CLEARING

WHAT IS "CLEARING"?

"Clearing" is a process of recording the purchase or sale of shares of stock through the four parties involved in a stock purchase by adding a FIFTH party. In other words, clearing is an unnecessary step.

The four parties involved in a stock transaction are: the company, because the company needs to know when its shares have been transferred in order to send the new owners annual reports, stock dividends, voting ballots, etc.; the purchaser; the seller; and the middle man in the arrangement, who will be the NASD broker-dealer, who has a staff of administrative workers responsible for going through a checklist of duties for every sale of stock.

Although the stock clearing company can take on additional duties like mailing prospectuses or annual reports, replacing lost stock certificates and mailing dividend checks; its primary purpose is to tally and maintain shareholder records. The majority of stock purchases at this time are "book-entry only," and no certificates are held by any purchasers, with the exception of one sample share kept by the clearing company. This also makes possible "day-trading." One private corporation which has a relationship with the Federal Reserve, called the Depository Trust Corporation, handles something like 99% of all stock transactions. In the same way that Federal Reserve computers cancel the various home loans and mortgage payments and checking accounts and checks, the Depository Trust Corporation keeps track of the buyers and sellers of stocks. It is partnered with the National Stock Clearing Corporation, which recently merged with it, and handles the majority of clearing business. Although there are other stock clearing companies, like U.S. Stock Clearing, it is my limited understanding that NSCC is tied into the NASDAQ system and handles most of the business.

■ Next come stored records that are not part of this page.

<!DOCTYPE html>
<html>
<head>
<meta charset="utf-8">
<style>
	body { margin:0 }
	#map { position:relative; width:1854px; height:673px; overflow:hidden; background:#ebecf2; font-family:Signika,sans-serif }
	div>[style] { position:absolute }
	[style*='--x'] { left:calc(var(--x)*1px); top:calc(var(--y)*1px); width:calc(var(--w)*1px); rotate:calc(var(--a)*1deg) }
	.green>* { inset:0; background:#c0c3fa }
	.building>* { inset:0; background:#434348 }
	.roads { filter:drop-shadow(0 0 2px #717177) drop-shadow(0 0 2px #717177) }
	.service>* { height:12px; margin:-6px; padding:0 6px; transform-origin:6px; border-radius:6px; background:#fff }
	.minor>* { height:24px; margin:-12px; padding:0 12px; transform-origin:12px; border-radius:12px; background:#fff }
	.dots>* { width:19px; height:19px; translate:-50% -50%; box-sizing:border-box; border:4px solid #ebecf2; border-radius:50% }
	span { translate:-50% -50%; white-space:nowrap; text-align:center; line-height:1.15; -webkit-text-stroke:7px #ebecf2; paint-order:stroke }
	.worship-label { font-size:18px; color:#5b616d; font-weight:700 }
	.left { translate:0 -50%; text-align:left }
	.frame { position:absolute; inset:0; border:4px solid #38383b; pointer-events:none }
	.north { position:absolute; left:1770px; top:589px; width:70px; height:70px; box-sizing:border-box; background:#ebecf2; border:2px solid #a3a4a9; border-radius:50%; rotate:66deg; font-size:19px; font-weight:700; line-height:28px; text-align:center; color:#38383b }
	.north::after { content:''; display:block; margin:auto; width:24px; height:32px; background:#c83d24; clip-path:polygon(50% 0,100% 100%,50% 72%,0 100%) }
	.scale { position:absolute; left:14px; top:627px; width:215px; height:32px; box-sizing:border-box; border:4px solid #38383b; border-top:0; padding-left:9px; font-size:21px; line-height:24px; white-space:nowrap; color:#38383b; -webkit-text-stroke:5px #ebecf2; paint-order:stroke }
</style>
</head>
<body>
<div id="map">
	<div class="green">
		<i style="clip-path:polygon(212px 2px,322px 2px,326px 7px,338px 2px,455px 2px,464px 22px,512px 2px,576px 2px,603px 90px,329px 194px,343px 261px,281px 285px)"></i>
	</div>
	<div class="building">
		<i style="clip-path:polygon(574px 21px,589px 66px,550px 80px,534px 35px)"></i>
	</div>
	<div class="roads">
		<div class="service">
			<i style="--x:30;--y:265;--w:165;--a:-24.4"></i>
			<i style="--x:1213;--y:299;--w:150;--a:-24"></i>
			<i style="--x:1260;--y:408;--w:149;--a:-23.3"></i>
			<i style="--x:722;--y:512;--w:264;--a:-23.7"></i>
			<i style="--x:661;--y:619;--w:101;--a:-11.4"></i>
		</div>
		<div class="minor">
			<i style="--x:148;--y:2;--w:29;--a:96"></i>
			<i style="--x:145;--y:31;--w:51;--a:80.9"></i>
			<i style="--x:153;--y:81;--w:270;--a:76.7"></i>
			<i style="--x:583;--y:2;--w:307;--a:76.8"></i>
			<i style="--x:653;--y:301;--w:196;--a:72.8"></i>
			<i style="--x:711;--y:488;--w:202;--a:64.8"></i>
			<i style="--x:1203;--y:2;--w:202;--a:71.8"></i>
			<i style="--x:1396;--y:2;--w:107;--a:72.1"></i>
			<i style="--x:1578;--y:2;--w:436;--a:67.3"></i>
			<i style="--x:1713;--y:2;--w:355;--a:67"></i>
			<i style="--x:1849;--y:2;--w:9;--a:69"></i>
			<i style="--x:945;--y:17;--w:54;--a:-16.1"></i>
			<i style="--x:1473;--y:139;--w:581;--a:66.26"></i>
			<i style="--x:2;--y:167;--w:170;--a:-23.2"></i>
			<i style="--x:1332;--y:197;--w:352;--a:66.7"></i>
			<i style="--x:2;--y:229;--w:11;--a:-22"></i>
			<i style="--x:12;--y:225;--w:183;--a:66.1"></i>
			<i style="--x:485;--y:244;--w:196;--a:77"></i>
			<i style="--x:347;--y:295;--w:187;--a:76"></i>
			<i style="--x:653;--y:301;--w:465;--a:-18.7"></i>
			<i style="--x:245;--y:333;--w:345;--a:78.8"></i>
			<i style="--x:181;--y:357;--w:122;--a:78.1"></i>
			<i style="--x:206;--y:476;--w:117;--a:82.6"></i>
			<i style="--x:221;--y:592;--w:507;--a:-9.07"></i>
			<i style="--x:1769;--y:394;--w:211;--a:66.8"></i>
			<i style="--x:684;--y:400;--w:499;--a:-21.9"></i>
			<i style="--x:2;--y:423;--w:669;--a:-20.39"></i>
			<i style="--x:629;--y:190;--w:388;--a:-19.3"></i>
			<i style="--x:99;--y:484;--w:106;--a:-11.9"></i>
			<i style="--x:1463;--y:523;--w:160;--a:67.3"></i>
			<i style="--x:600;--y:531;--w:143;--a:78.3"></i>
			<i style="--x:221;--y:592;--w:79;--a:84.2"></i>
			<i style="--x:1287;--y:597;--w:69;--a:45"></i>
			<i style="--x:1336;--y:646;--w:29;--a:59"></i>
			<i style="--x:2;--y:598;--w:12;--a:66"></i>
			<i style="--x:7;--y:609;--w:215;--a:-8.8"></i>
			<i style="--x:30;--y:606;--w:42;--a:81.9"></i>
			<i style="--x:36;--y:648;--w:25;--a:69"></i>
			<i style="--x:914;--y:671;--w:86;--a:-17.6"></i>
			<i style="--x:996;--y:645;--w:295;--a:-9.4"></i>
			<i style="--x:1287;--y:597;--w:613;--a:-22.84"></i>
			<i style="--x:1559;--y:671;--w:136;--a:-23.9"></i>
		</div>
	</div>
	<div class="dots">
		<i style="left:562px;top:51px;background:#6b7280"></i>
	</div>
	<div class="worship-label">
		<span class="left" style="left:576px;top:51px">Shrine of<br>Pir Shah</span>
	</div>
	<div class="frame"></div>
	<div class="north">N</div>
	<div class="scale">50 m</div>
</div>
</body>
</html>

Historically, small companies have chosen not to add the fifth party to this arrangement, and have been "self-clearing." These companies are also well-suited to provide direct sales of stock through their "Dividend Re-Investment Plan" direct sales programs. DRIP's usually do not purchase stock from existing shareholders, but only sell stock.

"Self-clearing" is apparently a manageable task for the Company.

A Broker-dealer selling a small company's stock must make a record of the sale, and keep these books for a set number of years in an accessible place. The majority of stock sales it "middle-man's" will be between the Company itself, and investors. The Broker-dealer may also have an inventory of stock available that it may sell. OTCBB stocks are discouraged from being "listed" over the NASDAQ system with "firm quotes" by the extremely large minimum orders required for entering quotes over the NASDAQ equipment. When an investor calls a broker-dealer to buy an OTC stock, the broker-dealer will look for the company symbol, and -- if no firm orders are listed -- then find the identifying info for the broker-dealers who "make a market" in that stock.

According to a 1998 document, sales of securities, whether by phone for a tiny OTC stock listed on the Electronic Quotation System or a large NASDAQ stock are required to be reported by the "market maker" in the majority of cases, using whatever computer system it maintains, which is usually NASDAQ. This may have changed, but hopefully OTC trades are still required to be reported over NASDAQ equipment. (Why or how they fail to be publicly disclosed when there is a conflict of interes?. This is another one of the NASD/NASDAQ gray areas that can cause my head to spin,...since all broker-dealers are NASD members, though, it's also splitting hairs).

There should then be a public record of the sale of the stock at whatever price which other investors can peruse. The only instance I know of of a "requirement" for fifth-party clearing was in the case of a retirement plan, which wanted the assurance that the investment was legitimate. Although "clearing" approved of the investment, it is generally unsuitable for this.